Ingredients Jump to Instructions ↓

  1. 3 Eggs

  2. 1 1/2 teaspoons 7 1/2ml Nutmeg

  3. 1 1/2 teaspoons 7 1/2ml Ground cinnamon

  4. 2 1/4 cups 533ml Milk

  5. 1/2 cup 73g / 2.6oz Chopped pecans

  6. 1 Chopped apple

  7. 2 cups 396g / 13oz Icing sugar

  8. 1/4 cup 59ml Bourbon whisky

  9. 1 1/4 cups 247g / 8.7oz Sugar

  10. 1 1/2 teaspoons 7 1/2ml Vanilla extract

  11. 1/4 cup 49g / 1.7oz Unsalted butter

  12. 1/2 cup 80g / 2.8oz Raisins

  13. 5 cups 1185ml Stale French bread cubed

  14. 2 Eggs

  15. 1/2 lb 227g / 8oz Unsalted butter

Instructions Jump to Ingredients ↑

  1. With an electric mixer, beat eggs until frothy (about 3 minutes). Add sugar, nutmeg, vanilla and cinnamon, and beat until well blended. In a sauce, heat the butter and milk until the butter melts (but do not allow it to boil). In a large bowl, mix together raisins, pecans and bread cubes. Combine the milk and egg mixtures, pour this over the bread and allow it to soak for 45 minutes. Preheat oven to 350 F. Lightly grease individual ramekins or a large loaf pan.

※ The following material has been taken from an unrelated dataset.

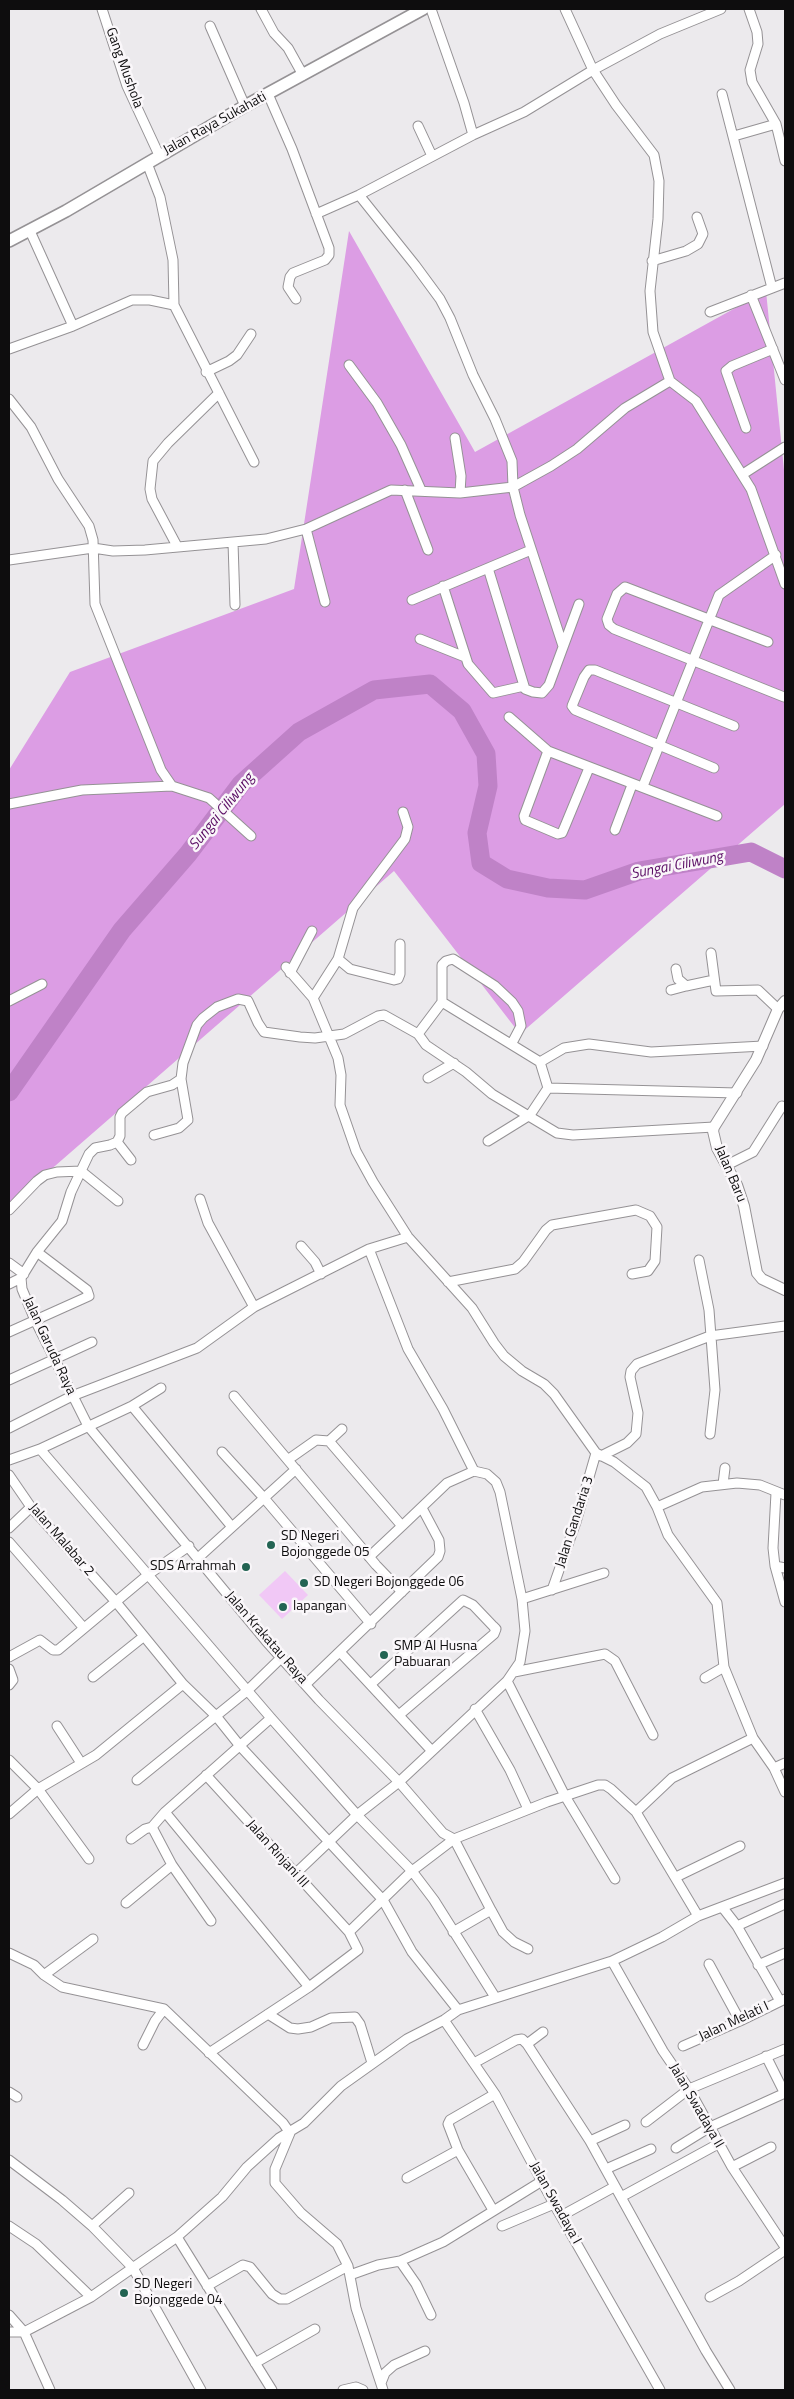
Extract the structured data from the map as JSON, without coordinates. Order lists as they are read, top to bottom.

  2. Add the apple to the bread pudding, and spoon mixture into the baking container. Place in oven immediately reduce heat 300 F and bake for 40 minutes. Increase heat to 425F and bake for another 15 minutes until nicely browned. To make bourbon sauce, combine 2 eggs and icing sugar. Melt butter in a double broiler, whisk in egg mixture and cook, stirring constantly, until sugar has melted and sauce has thickened slightly. Allow to cool, and add bourbon. Serve over bread pudding.